Exercise directions: Your answer needs to include each line of the records in which the string "linejoin" can be found.
-------------------------
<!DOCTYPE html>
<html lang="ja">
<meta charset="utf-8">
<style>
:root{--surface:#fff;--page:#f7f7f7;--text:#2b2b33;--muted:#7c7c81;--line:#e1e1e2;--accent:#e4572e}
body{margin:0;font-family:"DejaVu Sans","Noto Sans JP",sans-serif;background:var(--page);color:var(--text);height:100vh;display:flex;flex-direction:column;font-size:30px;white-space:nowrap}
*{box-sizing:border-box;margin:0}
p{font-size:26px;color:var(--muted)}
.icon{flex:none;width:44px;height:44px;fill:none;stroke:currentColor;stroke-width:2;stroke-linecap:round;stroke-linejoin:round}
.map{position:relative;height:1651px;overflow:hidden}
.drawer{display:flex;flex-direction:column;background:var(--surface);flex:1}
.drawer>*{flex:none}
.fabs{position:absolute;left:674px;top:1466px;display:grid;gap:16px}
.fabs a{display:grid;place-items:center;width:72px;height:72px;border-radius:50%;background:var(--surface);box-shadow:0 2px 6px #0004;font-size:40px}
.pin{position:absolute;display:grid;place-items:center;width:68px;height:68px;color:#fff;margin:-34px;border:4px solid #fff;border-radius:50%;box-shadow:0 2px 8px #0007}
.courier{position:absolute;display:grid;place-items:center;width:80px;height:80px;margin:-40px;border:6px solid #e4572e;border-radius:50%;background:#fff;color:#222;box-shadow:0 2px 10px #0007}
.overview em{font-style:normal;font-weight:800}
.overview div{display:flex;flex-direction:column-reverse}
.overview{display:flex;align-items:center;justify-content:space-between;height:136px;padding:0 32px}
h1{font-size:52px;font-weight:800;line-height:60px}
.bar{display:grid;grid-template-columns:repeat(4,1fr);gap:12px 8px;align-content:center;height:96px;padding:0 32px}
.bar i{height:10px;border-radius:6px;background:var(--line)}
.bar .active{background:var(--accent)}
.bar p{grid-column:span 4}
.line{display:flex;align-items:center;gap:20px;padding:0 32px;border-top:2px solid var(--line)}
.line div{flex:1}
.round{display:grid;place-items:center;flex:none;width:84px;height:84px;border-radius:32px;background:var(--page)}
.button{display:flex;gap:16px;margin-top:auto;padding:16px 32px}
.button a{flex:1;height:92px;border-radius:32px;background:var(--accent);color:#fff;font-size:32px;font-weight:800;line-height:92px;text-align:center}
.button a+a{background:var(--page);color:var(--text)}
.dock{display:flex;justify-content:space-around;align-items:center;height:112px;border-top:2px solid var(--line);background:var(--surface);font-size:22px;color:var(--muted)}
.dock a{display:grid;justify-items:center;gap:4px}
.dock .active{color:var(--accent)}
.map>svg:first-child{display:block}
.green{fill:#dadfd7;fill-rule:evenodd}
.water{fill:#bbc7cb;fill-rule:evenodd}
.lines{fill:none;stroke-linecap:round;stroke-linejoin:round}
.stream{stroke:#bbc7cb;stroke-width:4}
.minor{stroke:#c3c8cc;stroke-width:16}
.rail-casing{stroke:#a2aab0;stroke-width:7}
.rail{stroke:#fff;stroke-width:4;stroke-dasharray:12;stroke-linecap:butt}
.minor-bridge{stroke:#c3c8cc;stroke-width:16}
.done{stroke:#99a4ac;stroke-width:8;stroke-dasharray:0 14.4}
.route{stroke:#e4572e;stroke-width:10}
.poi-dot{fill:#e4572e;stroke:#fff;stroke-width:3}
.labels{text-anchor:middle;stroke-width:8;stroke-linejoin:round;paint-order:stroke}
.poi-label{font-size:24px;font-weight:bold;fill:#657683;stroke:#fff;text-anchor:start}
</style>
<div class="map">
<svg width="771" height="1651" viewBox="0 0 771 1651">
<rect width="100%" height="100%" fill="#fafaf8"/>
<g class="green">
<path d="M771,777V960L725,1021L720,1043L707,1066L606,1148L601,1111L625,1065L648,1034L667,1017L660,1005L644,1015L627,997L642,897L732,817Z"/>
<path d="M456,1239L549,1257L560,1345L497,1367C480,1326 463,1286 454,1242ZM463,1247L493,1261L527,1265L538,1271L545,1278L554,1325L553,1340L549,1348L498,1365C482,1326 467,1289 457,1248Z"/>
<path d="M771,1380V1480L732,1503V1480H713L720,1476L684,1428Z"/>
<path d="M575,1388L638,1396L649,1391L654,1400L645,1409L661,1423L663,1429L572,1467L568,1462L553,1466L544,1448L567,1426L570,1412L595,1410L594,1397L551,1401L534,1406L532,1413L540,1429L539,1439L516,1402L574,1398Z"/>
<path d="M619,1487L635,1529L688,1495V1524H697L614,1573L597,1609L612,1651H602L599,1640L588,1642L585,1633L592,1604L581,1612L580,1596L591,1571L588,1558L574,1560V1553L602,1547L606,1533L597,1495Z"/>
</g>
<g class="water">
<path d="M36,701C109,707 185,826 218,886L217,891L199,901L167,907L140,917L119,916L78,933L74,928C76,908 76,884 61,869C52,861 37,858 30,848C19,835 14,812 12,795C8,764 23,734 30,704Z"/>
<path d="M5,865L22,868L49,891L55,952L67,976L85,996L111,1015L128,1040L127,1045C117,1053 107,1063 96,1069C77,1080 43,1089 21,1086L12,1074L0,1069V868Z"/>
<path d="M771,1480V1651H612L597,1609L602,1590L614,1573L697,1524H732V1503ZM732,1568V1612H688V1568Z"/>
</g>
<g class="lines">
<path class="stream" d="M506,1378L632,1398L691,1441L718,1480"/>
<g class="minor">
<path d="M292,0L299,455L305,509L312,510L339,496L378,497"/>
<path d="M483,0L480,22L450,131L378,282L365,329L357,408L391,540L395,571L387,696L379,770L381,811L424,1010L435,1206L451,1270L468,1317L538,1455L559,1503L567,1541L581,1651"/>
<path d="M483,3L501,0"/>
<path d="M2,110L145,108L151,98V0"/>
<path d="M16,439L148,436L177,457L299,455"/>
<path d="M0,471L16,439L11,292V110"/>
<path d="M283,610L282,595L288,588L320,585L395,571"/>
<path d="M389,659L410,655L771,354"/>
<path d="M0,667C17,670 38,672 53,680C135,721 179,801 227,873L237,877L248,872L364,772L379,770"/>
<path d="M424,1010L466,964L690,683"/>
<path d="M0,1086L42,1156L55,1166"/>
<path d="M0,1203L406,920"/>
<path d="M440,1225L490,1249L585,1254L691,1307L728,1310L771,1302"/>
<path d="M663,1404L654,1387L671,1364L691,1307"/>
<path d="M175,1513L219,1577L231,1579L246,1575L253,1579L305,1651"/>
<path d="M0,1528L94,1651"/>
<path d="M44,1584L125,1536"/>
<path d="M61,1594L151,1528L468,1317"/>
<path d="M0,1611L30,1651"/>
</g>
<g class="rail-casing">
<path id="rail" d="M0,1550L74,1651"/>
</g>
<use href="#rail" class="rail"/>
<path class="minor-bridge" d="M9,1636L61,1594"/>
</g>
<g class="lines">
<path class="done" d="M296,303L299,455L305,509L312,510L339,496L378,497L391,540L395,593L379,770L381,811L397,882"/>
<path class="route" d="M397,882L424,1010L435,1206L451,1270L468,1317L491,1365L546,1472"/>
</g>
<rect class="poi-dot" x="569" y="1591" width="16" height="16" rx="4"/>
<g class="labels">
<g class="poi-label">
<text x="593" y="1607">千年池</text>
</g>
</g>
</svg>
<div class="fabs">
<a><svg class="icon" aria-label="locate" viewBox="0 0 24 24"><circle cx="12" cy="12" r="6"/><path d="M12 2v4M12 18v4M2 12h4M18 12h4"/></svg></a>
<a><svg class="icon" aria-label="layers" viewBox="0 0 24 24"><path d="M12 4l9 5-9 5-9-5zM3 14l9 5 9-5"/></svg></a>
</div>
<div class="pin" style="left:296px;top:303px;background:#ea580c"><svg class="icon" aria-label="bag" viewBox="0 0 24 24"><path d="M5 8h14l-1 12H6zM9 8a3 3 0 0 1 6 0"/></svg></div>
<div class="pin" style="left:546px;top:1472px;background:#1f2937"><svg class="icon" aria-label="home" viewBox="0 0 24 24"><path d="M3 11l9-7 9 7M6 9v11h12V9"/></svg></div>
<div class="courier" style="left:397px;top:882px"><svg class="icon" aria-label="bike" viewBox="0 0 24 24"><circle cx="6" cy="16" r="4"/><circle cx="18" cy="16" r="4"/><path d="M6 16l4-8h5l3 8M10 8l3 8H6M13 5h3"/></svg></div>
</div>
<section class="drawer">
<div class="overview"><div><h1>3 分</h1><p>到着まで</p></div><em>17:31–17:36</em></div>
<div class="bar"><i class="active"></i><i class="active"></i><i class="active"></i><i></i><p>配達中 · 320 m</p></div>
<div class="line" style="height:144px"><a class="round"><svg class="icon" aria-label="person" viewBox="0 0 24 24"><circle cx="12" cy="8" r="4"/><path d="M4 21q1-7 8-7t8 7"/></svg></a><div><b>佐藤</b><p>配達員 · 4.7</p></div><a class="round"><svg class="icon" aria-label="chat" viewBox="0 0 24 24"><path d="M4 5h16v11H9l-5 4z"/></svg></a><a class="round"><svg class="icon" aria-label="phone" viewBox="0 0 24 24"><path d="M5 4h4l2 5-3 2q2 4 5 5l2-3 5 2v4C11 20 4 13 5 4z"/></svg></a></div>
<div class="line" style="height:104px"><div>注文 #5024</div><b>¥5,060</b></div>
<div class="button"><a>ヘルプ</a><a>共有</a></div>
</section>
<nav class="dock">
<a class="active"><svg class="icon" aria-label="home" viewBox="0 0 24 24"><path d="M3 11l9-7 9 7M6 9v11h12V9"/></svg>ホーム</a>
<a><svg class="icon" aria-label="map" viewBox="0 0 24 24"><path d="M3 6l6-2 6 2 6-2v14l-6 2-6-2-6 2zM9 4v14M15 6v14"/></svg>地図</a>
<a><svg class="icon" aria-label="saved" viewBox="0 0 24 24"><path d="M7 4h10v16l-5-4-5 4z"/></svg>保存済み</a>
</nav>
-------------------------
Solution for this exercise:
.icon{flex:none;width:44px;height:44px;fill:none;stroke:currentColor;stroke-width:2;stroke-linecap:round;stroke-linejoin:round}
.lines{fill:none;stroke-linecap:round;stroke-linejoin:round}
.labels{text-anchor:middle;stroke-width:8;stroke-linejoin:round;paint-order:stroke}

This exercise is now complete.